Velocity Isn't a Management Target
Velocity should reflect a team's capacity. If you are working on multiple teams, this will certainly affect the capacity of all three teams, and should be reflected as a visible cost to the projects you're involved with. This cost is most often made visible through a reduction in real velocity over time, a change in the slope of the project's burn-down, or through the number of incomplete stories left over at the end of each iteration. Such visibility is a Very Good Thing™.
It is generally best to calculate velocity as a trailing average over a number of sprints. I personally like to use the statistical mean of the past three months' worth of iterations, but you can use any sliding time box that makes sense for you. If your velocity wanders across more than two standard deviations from the mean, you probably need to revisit your planning and estimation process, along with uncovering any hidden roadblocks that might exist.
The utility value of tracking velocity is that it gives you a measure of confidence in future estimates. If you know that your velocity varies from 5-20 points per iteration, then expecting 20 points of stories to be completed every iteration is simply not a realistic expectation of your current process, but you could probably feel confident about delivering 5 points every single sprint.
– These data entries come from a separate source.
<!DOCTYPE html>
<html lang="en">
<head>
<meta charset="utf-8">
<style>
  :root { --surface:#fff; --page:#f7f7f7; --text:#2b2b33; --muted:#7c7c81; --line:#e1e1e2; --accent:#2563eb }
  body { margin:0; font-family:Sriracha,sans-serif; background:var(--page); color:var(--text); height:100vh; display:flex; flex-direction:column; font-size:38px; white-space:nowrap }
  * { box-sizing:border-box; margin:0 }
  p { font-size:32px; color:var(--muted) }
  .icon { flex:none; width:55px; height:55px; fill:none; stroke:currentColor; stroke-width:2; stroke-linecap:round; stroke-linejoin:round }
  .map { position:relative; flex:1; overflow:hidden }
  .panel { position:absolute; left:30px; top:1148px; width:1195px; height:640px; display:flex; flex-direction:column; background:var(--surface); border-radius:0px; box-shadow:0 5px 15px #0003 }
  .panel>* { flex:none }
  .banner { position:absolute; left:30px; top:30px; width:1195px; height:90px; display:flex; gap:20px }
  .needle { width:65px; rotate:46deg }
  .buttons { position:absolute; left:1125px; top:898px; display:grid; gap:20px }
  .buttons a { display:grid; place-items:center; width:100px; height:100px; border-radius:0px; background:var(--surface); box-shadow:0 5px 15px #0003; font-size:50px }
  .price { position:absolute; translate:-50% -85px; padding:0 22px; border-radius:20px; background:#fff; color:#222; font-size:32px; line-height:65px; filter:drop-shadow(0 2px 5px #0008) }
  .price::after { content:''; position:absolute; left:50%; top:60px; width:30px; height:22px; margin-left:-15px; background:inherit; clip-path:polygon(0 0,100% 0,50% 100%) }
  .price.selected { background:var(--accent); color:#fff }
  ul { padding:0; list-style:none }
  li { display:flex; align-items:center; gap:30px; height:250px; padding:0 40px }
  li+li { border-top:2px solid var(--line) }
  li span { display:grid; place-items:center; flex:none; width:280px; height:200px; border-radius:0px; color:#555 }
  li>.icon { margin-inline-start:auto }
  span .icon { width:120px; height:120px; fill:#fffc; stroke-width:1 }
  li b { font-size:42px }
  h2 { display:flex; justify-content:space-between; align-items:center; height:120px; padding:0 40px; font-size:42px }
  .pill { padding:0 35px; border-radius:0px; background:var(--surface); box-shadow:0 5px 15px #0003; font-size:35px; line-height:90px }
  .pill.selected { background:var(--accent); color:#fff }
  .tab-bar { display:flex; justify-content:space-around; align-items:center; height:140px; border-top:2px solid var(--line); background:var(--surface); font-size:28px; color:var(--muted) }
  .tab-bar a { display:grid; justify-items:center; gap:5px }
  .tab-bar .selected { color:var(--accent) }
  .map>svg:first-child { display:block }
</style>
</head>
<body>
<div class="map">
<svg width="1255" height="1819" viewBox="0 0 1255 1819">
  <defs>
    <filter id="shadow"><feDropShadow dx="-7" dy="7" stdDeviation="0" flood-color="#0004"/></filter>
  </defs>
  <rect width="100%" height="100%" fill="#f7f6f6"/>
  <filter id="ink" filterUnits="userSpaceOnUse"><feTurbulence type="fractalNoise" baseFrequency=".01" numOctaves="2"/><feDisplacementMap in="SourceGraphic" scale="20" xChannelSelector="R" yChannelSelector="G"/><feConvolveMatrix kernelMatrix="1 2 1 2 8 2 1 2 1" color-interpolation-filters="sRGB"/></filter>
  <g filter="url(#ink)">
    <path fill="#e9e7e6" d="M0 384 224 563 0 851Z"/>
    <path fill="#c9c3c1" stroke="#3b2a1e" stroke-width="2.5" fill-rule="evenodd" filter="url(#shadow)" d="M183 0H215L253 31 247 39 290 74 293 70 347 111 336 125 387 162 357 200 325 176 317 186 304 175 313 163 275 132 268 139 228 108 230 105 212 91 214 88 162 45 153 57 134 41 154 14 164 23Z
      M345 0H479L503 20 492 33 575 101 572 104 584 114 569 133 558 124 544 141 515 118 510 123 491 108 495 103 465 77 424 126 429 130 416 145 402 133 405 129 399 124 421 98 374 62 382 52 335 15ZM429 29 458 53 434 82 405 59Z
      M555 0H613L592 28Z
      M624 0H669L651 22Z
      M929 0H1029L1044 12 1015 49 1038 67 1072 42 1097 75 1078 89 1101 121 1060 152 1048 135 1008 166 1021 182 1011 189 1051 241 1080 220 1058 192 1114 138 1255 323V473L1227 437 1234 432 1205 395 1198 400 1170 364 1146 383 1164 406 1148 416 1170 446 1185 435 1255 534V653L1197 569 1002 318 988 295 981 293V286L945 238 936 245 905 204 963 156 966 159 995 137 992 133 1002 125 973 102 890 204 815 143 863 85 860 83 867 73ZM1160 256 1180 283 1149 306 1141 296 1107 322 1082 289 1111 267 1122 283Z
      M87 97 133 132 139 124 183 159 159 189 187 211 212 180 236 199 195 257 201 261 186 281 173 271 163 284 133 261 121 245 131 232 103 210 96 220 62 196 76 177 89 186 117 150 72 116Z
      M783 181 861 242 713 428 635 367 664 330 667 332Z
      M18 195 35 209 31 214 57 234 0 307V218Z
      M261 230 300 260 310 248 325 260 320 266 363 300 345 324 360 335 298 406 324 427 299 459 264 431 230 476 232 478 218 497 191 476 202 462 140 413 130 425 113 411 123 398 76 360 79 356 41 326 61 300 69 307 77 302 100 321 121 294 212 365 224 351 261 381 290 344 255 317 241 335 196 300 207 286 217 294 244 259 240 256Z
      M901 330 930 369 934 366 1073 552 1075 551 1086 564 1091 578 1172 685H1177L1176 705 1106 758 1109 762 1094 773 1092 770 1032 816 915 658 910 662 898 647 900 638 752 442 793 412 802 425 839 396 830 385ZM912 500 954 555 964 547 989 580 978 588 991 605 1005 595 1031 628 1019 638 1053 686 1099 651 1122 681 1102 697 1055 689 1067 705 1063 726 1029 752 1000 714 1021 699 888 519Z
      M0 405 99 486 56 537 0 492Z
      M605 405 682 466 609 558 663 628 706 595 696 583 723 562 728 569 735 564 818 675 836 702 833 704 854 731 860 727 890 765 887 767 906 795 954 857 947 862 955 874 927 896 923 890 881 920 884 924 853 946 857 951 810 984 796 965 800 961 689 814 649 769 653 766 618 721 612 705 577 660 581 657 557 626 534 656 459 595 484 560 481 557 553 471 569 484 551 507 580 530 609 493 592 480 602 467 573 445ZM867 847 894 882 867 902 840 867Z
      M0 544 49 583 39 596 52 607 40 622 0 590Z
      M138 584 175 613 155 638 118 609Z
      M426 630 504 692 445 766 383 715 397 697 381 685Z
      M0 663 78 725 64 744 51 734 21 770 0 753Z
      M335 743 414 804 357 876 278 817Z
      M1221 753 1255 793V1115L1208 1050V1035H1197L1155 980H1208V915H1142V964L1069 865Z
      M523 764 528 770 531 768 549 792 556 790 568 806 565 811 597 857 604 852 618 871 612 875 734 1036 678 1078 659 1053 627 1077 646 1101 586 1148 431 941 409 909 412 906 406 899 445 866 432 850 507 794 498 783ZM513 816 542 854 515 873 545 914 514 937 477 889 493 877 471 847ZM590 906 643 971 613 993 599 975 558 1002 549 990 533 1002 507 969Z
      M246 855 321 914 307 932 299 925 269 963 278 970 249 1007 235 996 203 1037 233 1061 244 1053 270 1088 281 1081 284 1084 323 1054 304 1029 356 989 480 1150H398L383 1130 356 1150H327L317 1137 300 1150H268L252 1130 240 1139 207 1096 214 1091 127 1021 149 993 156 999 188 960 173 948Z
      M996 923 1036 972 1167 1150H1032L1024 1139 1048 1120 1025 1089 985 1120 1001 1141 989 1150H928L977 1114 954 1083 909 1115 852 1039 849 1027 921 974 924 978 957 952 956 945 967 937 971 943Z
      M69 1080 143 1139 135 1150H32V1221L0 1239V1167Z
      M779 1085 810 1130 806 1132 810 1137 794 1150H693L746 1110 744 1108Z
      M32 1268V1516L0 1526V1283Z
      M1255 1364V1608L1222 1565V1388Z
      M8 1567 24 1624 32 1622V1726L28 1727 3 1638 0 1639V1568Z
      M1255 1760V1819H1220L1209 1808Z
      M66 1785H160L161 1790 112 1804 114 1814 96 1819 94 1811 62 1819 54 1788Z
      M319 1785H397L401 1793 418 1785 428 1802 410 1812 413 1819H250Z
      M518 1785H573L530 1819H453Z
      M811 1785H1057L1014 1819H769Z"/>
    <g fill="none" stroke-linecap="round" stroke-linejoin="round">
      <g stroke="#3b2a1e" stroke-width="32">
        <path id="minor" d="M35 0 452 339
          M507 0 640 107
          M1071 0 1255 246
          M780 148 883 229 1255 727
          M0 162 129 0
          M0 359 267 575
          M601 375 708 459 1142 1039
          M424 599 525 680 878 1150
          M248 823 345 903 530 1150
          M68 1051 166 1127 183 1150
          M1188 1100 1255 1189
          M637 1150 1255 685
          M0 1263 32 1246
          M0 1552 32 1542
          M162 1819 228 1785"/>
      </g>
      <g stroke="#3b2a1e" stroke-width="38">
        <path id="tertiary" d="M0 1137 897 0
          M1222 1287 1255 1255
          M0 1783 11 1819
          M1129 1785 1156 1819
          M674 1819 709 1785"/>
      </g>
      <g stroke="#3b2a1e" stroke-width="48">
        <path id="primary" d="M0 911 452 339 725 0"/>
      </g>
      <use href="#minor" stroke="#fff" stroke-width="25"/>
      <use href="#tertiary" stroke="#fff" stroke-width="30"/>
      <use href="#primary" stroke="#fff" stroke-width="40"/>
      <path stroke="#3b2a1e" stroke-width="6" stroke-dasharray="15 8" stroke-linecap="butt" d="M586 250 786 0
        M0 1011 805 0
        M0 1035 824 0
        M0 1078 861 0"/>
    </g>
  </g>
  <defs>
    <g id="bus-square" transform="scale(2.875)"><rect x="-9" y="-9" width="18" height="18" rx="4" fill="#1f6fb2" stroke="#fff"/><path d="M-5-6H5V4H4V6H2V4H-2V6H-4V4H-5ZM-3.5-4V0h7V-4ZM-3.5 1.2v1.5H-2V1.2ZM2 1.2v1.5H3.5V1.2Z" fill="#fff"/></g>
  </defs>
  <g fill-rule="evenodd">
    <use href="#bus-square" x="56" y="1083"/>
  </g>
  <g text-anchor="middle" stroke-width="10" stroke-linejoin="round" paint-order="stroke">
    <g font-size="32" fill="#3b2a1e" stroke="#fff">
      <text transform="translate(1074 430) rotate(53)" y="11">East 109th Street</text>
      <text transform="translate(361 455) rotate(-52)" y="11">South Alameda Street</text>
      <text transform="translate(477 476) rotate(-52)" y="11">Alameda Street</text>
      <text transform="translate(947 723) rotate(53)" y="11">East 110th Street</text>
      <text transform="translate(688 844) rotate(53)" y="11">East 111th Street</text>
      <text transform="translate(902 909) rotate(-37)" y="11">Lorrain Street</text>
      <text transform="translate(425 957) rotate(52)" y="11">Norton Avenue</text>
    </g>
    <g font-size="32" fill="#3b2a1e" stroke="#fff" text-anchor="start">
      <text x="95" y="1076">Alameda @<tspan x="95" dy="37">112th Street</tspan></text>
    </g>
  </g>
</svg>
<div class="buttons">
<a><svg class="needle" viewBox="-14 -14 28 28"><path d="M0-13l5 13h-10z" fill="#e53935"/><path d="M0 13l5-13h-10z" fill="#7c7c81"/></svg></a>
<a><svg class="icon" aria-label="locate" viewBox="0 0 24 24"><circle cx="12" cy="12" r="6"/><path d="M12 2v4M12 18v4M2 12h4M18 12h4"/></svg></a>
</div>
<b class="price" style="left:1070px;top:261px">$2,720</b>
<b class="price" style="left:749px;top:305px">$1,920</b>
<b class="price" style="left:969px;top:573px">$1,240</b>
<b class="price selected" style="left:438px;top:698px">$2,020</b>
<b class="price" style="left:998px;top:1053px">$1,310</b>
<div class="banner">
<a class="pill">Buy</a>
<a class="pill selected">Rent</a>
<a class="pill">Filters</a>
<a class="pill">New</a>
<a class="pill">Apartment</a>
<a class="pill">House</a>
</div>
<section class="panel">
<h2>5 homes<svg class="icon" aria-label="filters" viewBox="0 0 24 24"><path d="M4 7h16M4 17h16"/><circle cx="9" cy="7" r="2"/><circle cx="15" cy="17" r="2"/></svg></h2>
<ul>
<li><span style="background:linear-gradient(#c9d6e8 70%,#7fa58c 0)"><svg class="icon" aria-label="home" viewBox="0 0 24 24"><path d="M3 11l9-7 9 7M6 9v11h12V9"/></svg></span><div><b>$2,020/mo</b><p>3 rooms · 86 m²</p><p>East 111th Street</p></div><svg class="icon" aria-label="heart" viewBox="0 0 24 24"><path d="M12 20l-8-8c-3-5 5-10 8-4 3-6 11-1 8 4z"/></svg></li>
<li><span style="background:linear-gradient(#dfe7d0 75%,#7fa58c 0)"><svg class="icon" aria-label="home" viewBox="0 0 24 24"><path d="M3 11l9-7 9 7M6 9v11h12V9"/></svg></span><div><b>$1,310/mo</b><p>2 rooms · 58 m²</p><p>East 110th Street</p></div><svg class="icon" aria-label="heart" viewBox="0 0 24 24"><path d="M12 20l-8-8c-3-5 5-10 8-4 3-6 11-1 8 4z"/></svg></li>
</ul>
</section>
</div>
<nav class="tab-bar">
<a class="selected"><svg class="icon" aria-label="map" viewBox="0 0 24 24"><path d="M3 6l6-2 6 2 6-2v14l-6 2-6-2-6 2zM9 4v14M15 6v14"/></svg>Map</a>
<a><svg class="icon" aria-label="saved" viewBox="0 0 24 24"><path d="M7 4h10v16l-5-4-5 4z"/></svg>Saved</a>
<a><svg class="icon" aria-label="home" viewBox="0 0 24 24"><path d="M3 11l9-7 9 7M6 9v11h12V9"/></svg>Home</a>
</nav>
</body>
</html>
When you or your organization start to use velocity as a goal, rather than a detective control to determine if your process is out of whack or a planning tool to determine how many iterations the current backlog will take to complete, then you are using the wrong tool for the wrong job. Velocity is simply statistical data; it is not a tool for developing fixed-scope schedules or delivery dates.
Use your real velocity to determine how many iterations you are likely to need to complete a given set of stories. Your Product Owner can then adjust the project's scope to change the number of estimated iterations required to meet management goals, but he can't manufacture velocity (incorrectly pronounced "productivity") by gaming the numbers.
Keeping Costs Visible
No invisible work, ever!
— CodeGnome's Law of Transparency
When you say that it sometimes takes five iterations for some design element to be approved, that isn't inherently bad. Iterative development often means things get refined or redone multiple times. However, if designs aren't being completed during a single iteration, it often means there's a process problem such as a lack of cross-functional team skills or a poorly-designed feedback loop in the design process.
Whether the multiple iterations to refine a design are good or bad is a judgment call for the organization. In either case, they represent a cost to the project, and this cost should always be visible. If it's simply the cost of doing business in your organization to do multiple redesigns, then this should be looked at as an acceptable cost, and there's no reason to sweep it under the rug. If it's considered sub-optimal, then the organization needs to keep that cost visible as a constant reminder that the relevant processes should be inspected and adapted until the cost becomes acceptable.
Visible costs are the grease that keeps the agile wheels turning smoothly. Costs that are higher than expected are a call to action, and their existence means that your process is properly detecting those higher-than-expected costs. This is not a process failure, but a process opportunity. Treat it as such.